Additionally, a degree of protein-energy malnutrition is also estimated to occur in about 10% of people visiting their GP.6 Malnutrition occurs in individuals of all ages, although it is more common in older people. Most cases of malnutrition develop in the community and are largely responsible for those occurring in hospital.7 Significant improvements to wellbeing, dignity, and clinical outcomes of malnourished patients can be achieved through appropriate nutritional (including fluid) interventions in various care settings.

NICE quality standard for nutrition support

Various surveys and audits in different care settings, including hospitals and the community, have identified substantial variation in the extent to which malnutrition is identified and treated.2-5,8,9 It is an important patient safety issue10,11 not only because of the potential problems that may arise from specific types of treatment, such as misplacement of enteral feeding tubes, which can lead to aspiration, pneumonia, and death, but also because of the multiple, clinically relevant adverse effects that result from the frequent failure to identify malnutrition at an early stage and to provide appropriate treatment. Concerns have been raised by a number of organisations about the lack of multidisciplinary care, and continuity of care both within and between settings.12 Furthermore, recent reports by the Care Quality Commission suggest that one-fifth of hospitals and nursing homes are not meeting at least one of the basic or essential standards on nutrition and hydration.13

The NICE quality standard for nutrition support in adults is intended to provide a clear description of what a high-quality service would look like (see Table 1, below).14 Quality standards enable organisations to move towards improving quality and delivering excellence, and aim to be aspirational, but achievable.14 The quality standard for nutrition support applies to a wide range of care settings, but only covers adults (18 years and over).14 It is supported by two other documents: a guide for commissioners and others on how to use the quality standard,15 and an information guide for people who use NHS Support Services (see below).16

The NICE quality standard does not cover every aspect of nutritional care, but instead the five statements aim to define high-quality, cost-effective care at key points of the management pathway for nutritional support.14 The quality statements are in order of identification, treatment, and follow up of malnutrition. They can be linked to key performance indicators and used to audit practice. Equality and diversity issues are also considered in the standard and are summarised below after a brief overview of each quality statement.
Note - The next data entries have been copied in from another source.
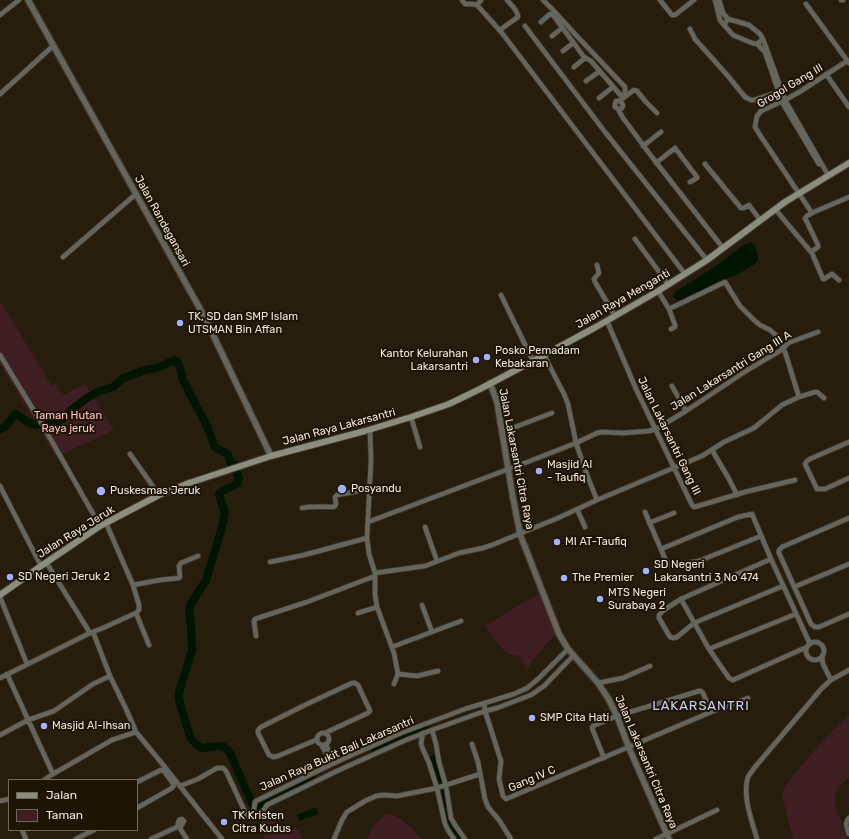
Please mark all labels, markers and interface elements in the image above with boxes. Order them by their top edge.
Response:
street label: Grogol Gang III [755,61,825,111]
street label: Jalan Randegansari [132,173,192,269]
street label: Jalan Raya Menganti [574,267,672,331]
place label: TK, SD dan SMP Islam UTSMAN Bin Affan [188,310,298,336]
marker: TK, SD dan SMP Islam UTSMAN Bin Affan [175,318,185,328]
street label: Jalan Lakarsantri Gang III A [668,328,794,414]
place label: Posko Pemadam Kebakaran [495,344,580,370]
place label: Kantor Kelurahan Lakarsantri [380,347,468,373]
marker: Posko Pemadam Kebakaran [482,352,492,362]
marker: Kantor Kelurahan Lakarsantri [471,355,481,365]
street label: Jalan Lakarsantri Gang III [635,375,703,497]
street label: Jalan Lakarsantri Citra Raya [496,387,536,531]
street label: Jalan Raya Lakarsantri [281,406,397,448]
park label: Taman Hutan Raya jeruk [34,409,102,435]
place label: Masjid Al - Taufiq [547,458,592,484]
marker: Masjid Al - Taufiq [534,466,544,476]
place label: Posyandu [351,482,401,496]
marker: Posyandu [336,483,348,495]
place label: Puskesmas Jeruk [110,484,200,498]
marker: Puskesmas Jeruk [95,485,107,497]
street label: Jalan Raya Jeruk [35,503,117,561]
place label: MI AT-Taufiq [565,535,627,549]
marker: MI AT-Taufiq [552,537,562,547]
place label: SD Negeri Lakarsantri 3 No 474 [654,558,759,584]
marker: SD Negeri Lakarsantri 3 No 474 [641,566,651,576]
place label: SD Negeri Jeruk 2 [18,570,110,584]
place label: The Premier [572,571,634,585]
marker: SD Negeri Jeruk 2 [5,572,15,582]
marker: The Premier [559,573,569,583]
place label: MTS Negeri Surabaya 2 [608,586,666,612]
marker: MTS Negeri Surabaya 2 [595,594,605,604]
street label: Jalan Lakarsantri Citra Raya [612,693,680,831]
district label: LAKARSANTRI [652,698,750,714]
place label: SMP Cita Hati [540,711,609,725]
marker: SMP Cita Hati [527,713,537,723]
street label: Jalan Raya Bukit Bali Lakarsantri [258,714,416,794]
place label: Masjid Al-Ihsan [52,719,130,733]
marker: Masjid Al-Ihsan [39,721,49,731]
street label: Gang IV C [507,763,557,795]
legend [8,779,138,831]
text: Jalan [46,788,77,802]
text: Taman [46,808,83,822]
place label: TK Kristen Citra Kudus [232,809,291,835]
marker: TK Kristen Citra Kudus [219,817,229,827]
Table 1: NICE quality standard for nutrition support in adults14
No. Quality statements
1 People in care settings are screened for the risk of malnutrition using a validated screening tool.
2 People who are malnourished or at risk of malnutrition have a management care plan that aims to meet their nutritional requirements.
3 All people who are screened for the risk of malnutrition have their screening results and nutrition support goals (if applicable) documented and communicated in writing within and between settings.
4 People managing their own artificial nutrition support and/or their carers are trained to manage their nutrition delivery system and monitor their wellbeing.
5 People receiving nutrition support are offered a review of the indications, route, risks, benefits, and goals of nutrition support at planned intervals.
National Institute for Health and Care Excellence website. Quality standard for nutrition support in adults. Reproduced with kind permission.
Available at: www.nice.org.uk/guidance/QS24

Screening for the risk of malnutrition—statement 1

Nutritional screening is important in a variety of care settings, including hospital inpatient and outpatient settings, care homes and general practices, as identification of malnutrition is the first step of the nutritional management pathway. Screening in general practice should be undertaken at initial registration, and when there is clinical concern, for example, unplanned weight loss, loosely fitting clothes, wasting of muscles, poor appetite, impaired swallowing, fragile skin, poor wound healing, and prolonged intercurrent illness. Screening facilitates implementation of effective nutritional interventions for people who need them, and prevents unnecessary treatment for those who do not.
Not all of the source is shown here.